Eluvium, bka Matthew Cooper, is a Portland based composer and producer who, since 2003 , has released work mostly through the venerable Temporary Residence label. Over the last seven years or so, Cooper’s found these albums to be included in top ten lists, best ofs and whatever other over the top, gratuitous love fests await the musically inclined when completing what amounts to a master work.
Of course, the ceaseless mention of Brian Eno dogs just about anything Cooper touches, although considering he’s released a disc of piano music, Erik Satie might well be a better name to check. But regardless of that, what Cooper aims at doing is utilizing the most basic and simple sounds he can either produce himself or capture through recordings and layer ‘em all together. There’s a persistent whir throughout most of his work. And on Eluvium’s first album, the 2003 Lambent Material, the skeletal plans for future recordings can be understood relatively easily.

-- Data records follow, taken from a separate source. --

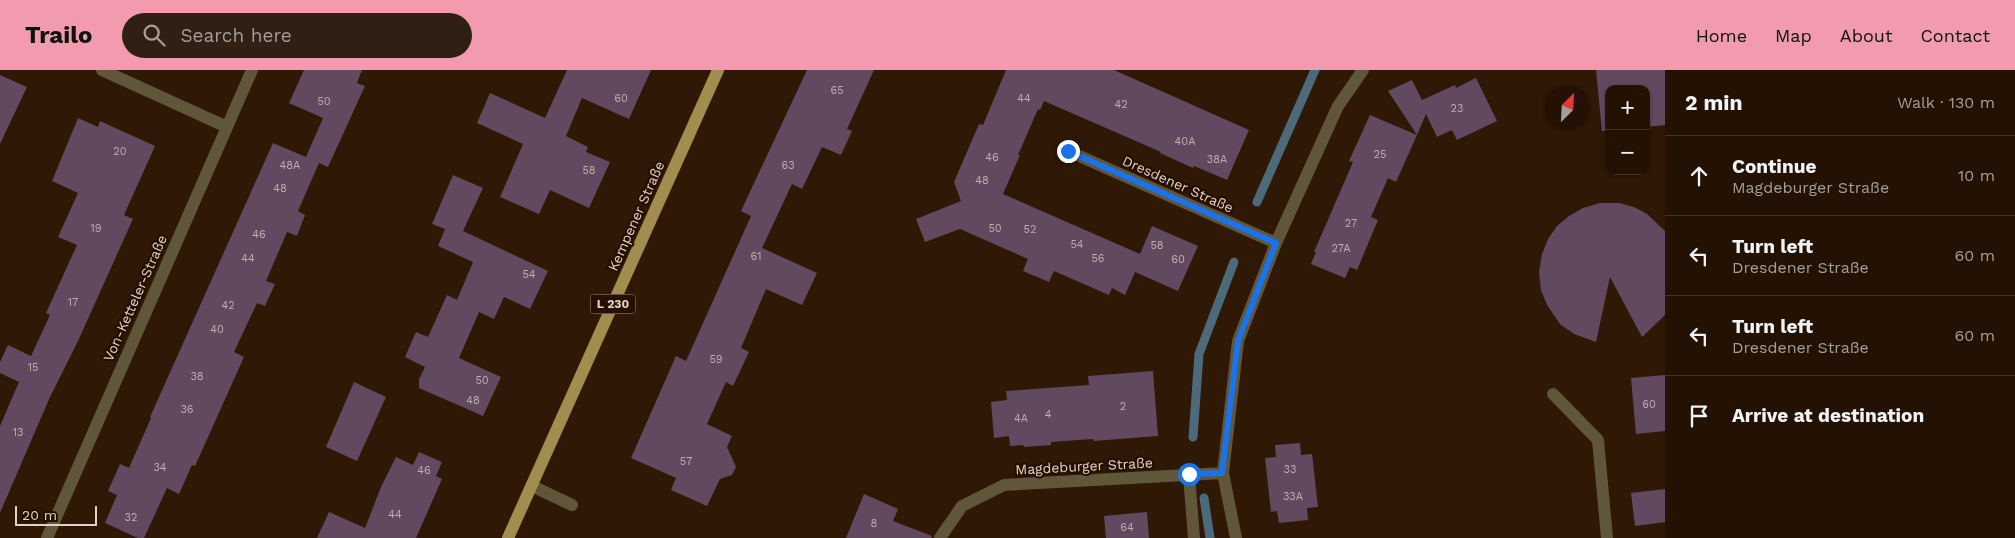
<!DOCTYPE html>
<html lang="en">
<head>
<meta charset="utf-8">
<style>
	:root { --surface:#231204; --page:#2f2013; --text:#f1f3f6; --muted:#a39e9a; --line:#403226; --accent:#f29aae }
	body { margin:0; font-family:"Work Sans",sans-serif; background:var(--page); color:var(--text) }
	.controls { position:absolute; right:15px; top:15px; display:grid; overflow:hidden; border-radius:10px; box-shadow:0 1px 4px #0004 }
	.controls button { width:45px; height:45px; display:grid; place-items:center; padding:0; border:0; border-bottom:1px solid var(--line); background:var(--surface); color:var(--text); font:25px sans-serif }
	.compass { position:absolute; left:1545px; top:15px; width:45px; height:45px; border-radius:50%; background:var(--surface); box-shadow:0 1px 4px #0004; rotate:24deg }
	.scale { position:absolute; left:15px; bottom:12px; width:82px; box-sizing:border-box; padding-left:5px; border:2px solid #e1d1c6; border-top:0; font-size:14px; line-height:18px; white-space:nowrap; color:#e1d1c6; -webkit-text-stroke:4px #250f00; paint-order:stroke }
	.stop { position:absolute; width:15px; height:15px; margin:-11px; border:4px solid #1a73e8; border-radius:50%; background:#fff }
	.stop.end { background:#1a73e8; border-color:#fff; box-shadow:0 1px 5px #0008 }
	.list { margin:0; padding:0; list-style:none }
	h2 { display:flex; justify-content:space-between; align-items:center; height:65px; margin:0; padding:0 20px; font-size:21px }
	h2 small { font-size:16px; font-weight:400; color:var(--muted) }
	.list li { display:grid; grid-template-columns:32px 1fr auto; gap:15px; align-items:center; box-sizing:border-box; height:80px; padding:0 20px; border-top:1px solid var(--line) }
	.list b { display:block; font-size:19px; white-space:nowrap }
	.list p { margin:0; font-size:16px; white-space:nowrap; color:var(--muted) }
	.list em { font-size:16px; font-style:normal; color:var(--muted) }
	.icon { flex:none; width:28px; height:28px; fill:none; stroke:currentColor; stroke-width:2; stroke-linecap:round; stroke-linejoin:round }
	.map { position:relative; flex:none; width:1665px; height:468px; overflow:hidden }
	header { display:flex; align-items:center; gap:30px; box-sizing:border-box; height:70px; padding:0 25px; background:var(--accent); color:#111 }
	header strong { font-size:24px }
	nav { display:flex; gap:28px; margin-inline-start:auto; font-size:18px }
	.search { width:350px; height:45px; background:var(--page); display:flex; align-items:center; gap:12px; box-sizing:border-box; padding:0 18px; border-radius:28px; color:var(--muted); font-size:19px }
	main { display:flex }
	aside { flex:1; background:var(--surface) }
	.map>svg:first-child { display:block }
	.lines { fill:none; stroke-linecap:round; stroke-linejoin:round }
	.stream { stroke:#4c6a79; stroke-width:9 }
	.building { fill:#61495f }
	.minor { stroke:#605639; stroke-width:12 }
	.major { stroke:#a18d4e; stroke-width:12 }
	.route { stroke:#1a73e8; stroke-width:6 }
	.labels { text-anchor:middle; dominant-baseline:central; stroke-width:4.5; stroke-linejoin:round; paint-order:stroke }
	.number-label { font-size:11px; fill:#c1afac }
	.shield { fill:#250f00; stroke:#a9978b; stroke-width:1 }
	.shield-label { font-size:12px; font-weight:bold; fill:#e1d1c6 }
	.street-label { font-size:14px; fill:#e1d1c6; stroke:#250f00 }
</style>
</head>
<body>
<header>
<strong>Trailo</strong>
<div class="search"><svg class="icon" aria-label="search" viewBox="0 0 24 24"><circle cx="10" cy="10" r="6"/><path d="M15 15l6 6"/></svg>Search here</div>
<nav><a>Home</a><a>Map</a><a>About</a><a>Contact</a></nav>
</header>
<main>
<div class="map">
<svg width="1665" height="468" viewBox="0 0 1665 468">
	<rect width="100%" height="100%" fill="#2f1805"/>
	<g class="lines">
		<path class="stream" d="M1257 132 1315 0
			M1193 367 1199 284 1234 192
			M1204 428 1210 468"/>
	</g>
	<path class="building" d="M304 0H362L357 13 365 16 328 97 319 93 298 141 305 145 297 166 287 162 266 211 275 214 265 236 257 233 234 282 244 287 195 396 192 395 179 424 167 418 144 468H138L105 453 117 425 108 421 120 394 129 398 151 348 150 347 273 73 306 87 323 48 289 33Z
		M567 0H651L629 49 582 28 566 66 588 77 586 82 610 92 589 138 550 120 539 144 500 127 523 74 477 53 490 23 545 48Z
		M807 0H874L847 59 852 61 841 85 822 77 802 119 792 114 762 178 817 203 802 235 766 219 741 278 749 282 733 316 726 312 707 354 732 366 727 377 736 397 732 405 720 409 707 436 671 420 676 408 631 388 676 286 686 291 751 146 741 141Z
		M1006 0H1114L1249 60 1227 110 1194 96 1193 98 1160 83 1161 82 1044 31 1040 40 1038 39 1018 85H1020L1003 124 1140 184 1152 156 1198 176 1178 221 1135 202 1125 225 1112 218 1109 225 1054 201 1049 212 1023 201 1028 189 960 159 925 172 916 149 961 131 954 112 979 54 983 55Z
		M1596 0H1665V55L1646 57V19H1609V61H1602Z
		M0 5 27 17 0 74Z
		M1476 8 1497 51 1457 70 1452 60 1437 67 1426 44 1417 65 1388 21 1412 10 1422 30 1455 15 1456 18Z
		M1370 45 1417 65 1396 112 1388 108 1371 147 1378 150 1357 200 1350 197 1345 208 1311 194 1316 182H1314L1353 92 1349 91Z
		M78 48 98 57 100 51 155 76 124 145 133 149 78 271 50 327 0 443V356L19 312 0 303V292L8 275 31 286 50 245 46 243 77 175 58 167 78 123 52 111Z
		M453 105 483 118 463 161 548 201 530 239 504 227 494 249 479 242 459 288 501 307 483 346 419 318V309L425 297 405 287 416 262 428 267 447 225 457 230 473 192 438 176 445 159 432 154Z
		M1600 133H1619L1634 137 1647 144 1665 161V245L1642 267 1610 207 1596 272 1574 264 1560 254 1547 235 1541 220 1539 202 1542 184 1548 169 1557 156 1569 146 1583 138Z
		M1153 301 1158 366 1094 371 1093 369 1051 372V375L1024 377 1023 375 1010 376 1009 366 994 368 991 332 1007 330 1006 321 1089 315 1088 306Z
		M1665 305V361L1636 364 1631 308Z
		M354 312 386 327 357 391 326 377Z
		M1300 373 1301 385 1312 384 1318 437 1307 438 1308 450 1279 453 1277 441 1271 442 1265 388 1276 387 1275 375Z
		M419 382 442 392 436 406 442 409 416 468H317L329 442 365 458 381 417 396 387 413 395Z
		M1665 419V452L1635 456 1631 423Z
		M864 424 898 439 893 451 932 466 931 468H846Z
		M1147 442 1149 468H1106L1104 446Z"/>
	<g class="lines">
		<path class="minor" d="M102 0 227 57
			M1068 81 1276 173
			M1553 324 1598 370 1607 468
			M1189 405 1194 468
			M532 416 572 435
			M47 468 252 0
			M940 468 962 436 1004 415 1223 403
			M1236 468 1223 403 1238 271 1276 173 1338 36 1363 0"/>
		<path class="major" d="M508 468 718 0"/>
	</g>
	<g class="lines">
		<path class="route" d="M1068 81 1276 173 1238 271 1222 403 1189 404"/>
	</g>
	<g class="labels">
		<g class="number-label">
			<text x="837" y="20">65</text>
			<text x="621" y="28">60</text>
			<text x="1024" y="28">44</text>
			<text x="324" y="31">50</text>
			<text x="1121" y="34">42</text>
			<text x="1457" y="38">23</text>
			<text x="1185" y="71">40A</text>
			<text x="120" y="81">20</text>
			<text x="1380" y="84">25</text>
			<text x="992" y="87">46</text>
			<text x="1217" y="89">38A</text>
			<text x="290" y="95">48A</text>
			<text x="788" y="95">63</text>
			<text x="589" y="100">58</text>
			<text x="982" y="110">48</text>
			<text x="280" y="118">48</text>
			<text x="1351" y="153">27</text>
			<text x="96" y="158">19</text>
			<text x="995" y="158">50</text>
			<text x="1030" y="159">52</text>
			<text x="259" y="164">46</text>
			<text x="1077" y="174">54</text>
			<text x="1157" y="175">58</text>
			<text x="1341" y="178">27A</text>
			<text x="756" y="186">61</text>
			<text x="248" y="188">44</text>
			<text x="1098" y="188">56</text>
			<text x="1178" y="189">60</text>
			<text x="529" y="204">54</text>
			<text x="73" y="232">17</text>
			<text x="228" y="235">42</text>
			<text x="217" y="259">40</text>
			<text x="716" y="289">59</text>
			<text x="33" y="297">15</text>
			<text x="197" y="306">38</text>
			<text x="482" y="310">50</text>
			<text x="473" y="330">48</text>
			<text x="1649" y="334">60</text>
			<text x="1123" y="336">2</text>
			<text x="187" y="339">36</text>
			<text x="1048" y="344">4</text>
			<text x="1021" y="348">4A</text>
			<text x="18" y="362">13</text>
			<text x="686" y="391">57</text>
			<text x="160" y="397">34</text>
			<text x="1290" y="399">33</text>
			<text x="424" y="400">46</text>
			<text x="1293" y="426">33A</text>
			<text x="395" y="444">44</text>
			<text x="131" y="447">32</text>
			<text x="874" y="453">8</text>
			<text x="1127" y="457">64</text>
		</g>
		<rect class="shield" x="590.5" y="224.5" width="45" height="19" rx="4"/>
		<g class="shield-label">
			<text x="613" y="234">L 230</text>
		</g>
		<g class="street-label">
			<text transform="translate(1178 114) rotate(24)">Dresdener Straße</text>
			<text transform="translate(636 146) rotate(-66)">Kempener Straße</text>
			<text transform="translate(135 228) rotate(-66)">Von-Ketteler-Straße</text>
			<text transform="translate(1084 396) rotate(-3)">Magdeburger Straße</text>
		</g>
	</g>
</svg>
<div class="controls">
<button>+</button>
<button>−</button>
</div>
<svg class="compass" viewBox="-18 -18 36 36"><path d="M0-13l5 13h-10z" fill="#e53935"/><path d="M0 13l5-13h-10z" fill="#a39e9a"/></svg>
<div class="scale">20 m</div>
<div class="stop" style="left:1189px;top:404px"></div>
<div class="stop end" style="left:1068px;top:81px"></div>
</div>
<aside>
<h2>2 min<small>Walk · 130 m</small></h2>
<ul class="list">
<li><svg class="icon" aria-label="ahead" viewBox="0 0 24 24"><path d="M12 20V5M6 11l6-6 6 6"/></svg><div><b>Continue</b><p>Magdeburger Straße</p></div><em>10 m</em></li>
<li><svg class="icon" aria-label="left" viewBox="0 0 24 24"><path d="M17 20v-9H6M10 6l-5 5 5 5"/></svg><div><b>Turn left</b><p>Dresdener Straße</p></div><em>60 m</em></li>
<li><svg class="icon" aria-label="left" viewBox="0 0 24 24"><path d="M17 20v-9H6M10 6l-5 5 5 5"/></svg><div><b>Turn left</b><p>Dresdener Straße</p></div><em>60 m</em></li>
<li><svg class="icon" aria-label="arrive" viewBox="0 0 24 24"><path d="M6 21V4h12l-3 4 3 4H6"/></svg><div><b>Arrive at destination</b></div></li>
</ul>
</aside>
</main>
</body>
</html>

Where people get bogged down is attempting to take away some sense of grandeur from recordings like these. Cooper’s professed love of all things outdoors might insinuate itself into listener’s perceptions of what’s going on – “Under the Water It Glowed” sounds like whale songs regardless.
The most important aspect of Lambent Material, though, is its contrasting of different sounds. There are better examples, but “There Wasn't Anything’s” melody isn’t resolved the way a pop song might find its conclusion. And with the eventual entry of what might be an oboe, voicing the keyboard’s echo at something equal to the actual notes results in some wayward piano music, again referencing Satie and his furniture music more wholeheartedly than Eno.
With so much relaxed space over the album’s run time, it’s curious that the disc’s centerpiece, the fifteen minute “Zerthis Was a Shivering Human Image,” winds up being relatively aggressive – Well, as aggressive as Eluvium gets.
That surprise included – or aside – Eluvium’s entry into long form recording was an auspicious one. Now go catch up on his four other albums.